Sagraves Scott G, Toschlog Eric A, Rotondo Michael F
Department of Surgery, East Carolina University, Brody School of Medicine, 600 Moye Blvd, Greenville, NC 27834, USA.
J Intensive Care Med. 2006 Jan-Feb;21(1):5-16. doi: 10.1177/0885066605282790.

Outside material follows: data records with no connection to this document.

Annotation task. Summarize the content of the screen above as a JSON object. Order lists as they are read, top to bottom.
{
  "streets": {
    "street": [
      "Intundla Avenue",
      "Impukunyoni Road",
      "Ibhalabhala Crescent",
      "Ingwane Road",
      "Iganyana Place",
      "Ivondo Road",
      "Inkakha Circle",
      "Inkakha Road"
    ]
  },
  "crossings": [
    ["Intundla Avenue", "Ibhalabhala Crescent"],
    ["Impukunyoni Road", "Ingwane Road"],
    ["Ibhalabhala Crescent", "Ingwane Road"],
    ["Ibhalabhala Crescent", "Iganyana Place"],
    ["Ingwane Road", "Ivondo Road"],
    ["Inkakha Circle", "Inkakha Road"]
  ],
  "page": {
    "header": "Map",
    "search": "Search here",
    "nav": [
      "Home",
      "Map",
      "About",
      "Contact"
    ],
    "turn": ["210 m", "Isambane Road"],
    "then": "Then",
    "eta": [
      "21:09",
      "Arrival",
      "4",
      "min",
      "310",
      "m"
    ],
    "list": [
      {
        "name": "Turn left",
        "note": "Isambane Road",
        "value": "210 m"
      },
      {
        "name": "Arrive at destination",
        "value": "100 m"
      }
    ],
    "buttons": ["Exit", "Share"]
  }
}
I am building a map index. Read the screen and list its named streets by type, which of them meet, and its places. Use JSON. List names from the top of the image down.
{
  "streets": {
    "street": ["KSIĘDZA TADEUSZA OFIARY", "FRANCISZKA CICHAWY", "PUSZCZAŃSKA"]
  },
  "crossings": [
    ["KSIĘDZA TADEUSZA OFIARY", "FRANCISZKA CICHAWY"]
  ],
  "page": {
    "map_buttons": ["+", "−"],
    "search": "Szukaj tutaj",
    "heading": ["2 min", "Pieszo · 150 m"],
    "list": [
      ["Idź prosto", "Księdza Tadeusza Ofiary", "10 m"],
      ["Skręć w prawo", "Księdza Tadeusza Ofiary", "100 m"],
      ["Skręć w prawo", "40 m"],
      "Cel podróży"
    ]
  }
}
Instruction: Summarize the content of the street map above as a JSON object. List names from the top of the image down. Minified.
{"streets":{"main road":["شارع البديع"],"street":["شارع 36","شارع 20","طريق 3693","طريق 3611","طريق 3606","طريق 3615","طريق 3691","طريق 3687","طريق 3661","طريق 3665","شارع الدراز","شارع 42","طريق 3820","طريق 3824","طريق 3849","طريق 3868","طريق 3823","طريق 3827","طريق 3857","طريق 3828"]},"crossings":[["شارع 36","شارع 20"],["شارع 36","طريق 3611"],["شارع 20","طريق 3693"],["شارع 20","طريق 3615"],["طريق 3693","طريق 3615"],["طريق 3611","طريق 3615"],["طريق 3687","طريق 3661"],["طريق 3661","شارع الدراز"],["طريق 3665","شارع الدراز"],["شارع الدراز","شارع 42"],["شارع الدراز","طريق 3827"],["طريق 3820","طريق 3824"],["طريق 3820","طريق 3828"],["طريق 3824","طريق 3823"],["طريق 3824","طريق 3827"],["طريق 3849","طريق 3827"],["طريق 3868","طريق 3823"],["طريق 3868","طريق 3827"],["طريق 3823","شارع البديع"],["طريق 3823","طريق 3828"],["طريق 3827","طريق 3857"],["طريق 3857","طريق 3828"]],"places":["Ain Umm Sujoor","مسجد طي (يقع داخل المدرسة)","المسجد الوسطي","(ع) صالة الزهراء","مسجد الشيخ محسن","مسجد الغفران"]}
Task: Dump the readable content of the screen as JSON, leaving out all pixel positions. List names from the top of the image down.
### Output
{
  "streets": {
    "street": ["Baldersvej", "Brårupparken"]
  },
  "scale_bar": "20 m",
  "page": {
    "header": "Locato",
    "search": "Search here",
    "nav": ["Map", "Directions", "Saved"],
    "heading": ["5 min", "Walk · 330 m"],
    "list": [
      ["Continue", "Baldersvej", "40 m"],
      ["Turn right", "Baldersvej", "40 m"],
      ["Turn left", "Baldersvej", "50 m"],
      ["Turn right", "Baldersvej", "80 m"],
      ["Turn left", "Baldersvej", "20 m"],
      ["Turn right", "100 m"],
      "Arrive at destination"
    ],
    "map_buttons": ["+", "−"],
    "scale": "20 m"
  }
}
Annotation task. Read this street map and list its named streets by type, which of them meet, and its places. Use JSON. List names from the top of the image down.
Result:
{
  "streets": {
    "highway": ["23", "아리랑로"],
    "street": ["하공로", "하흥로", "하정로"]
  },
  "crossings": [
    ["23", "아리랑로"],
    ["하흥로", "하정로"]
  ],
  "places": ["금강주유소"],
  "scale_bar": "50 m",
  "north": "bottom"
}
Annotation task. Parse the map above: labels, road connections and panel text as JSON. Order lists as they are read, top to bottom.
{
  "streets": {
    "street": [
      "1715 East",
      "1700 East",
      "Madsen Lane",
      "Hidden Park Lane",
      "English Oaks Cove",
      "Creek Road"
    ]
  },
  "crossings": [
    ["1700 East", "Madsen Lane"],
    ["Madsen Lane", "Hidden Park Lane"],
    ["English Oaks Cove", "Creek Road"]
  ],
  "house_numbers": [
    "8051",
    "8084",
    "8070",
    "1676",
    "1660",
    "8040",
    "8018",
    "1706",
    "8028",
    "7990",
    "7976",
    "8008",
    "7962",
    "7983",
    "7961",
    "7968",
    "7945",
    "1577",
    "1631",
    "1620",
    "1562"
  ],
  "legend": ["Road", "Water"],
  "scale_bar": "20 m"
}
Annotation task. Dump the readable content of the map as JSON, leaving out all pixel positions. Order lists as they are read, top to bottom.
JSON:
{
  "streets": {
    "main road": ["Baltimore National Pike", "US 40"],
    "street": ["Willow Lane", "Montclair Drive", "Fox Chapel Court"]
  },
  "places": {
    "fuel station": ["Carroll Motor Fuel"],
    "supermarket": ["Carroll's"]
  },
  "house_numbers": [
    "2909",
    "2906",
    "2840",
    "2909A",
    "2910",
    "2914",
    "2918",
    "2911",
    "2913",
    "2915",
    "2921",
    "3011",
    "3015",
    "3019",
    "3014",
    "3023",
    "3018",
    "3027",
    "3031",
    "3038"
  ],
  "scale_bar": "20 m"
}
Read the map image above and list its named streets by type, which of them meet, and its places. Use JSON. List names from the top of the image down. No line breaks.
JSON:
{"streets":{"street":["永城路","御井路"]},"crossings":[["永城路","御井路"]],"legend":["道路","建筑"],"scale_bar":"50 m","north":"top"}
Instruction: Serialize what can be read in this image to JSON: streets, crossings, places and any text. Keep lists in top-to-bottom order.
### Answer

"Damage control" surgery has evolved during the past 20 years from an accepted surgical technique in the traumatized, moribund patient to an expanded role in critically ill, nontraumatized patients. Physicians caring for these patients in extremis have begun to recognize a pattern of severe physiologic derangement that prompts an abbreviated laparotomy after hemorrhage and contamination control. Emphasis then shifts from the operating theater to the intensive care unit, where the patient's physiologic deficits are corrected. Once these derangements have been resolved, the patient is taken back to the operating room for definitive, reconstructive surgical care. The purpose of this article is to review the concept of "damage control" in reference to the patient whose pathophysiologic depletion prompts the need for it. Resuscitation in the intensive care unit will be summarized, pitfalls will be identified, and treatment plans will be delineated. Complications such as abdominal compartment syndrome and difficult abdominal wall closures will also be discussed.
“损伤控制”手术在过去20年里已从创伤濒死患者所采用的一种公认手术技术,发展到在危重症非创伤患者中发挥更广泛的作用。照顾这些处于危急状态患者的医生已开始认识到一种严重生理紊乱模式,这种模式促使在控制出血和污染后进行简化剖腹术。然后重点从手术室转移到重症监护病房,在那里纠正患者的生理缺陷。一旦这些紊乱得到解决,患者会被送回手术室接受确定性的重建手术治疗。本文旨在回顾针对因病理生理耗竭而需要“损伤控制”的患者的这一概念。将总结重症监护病房的复苏情况,识别陷阱,并勾勒治疗计划。还将讨论诸如腹腔间隔室综合征和腹壁关闭困难等并发症。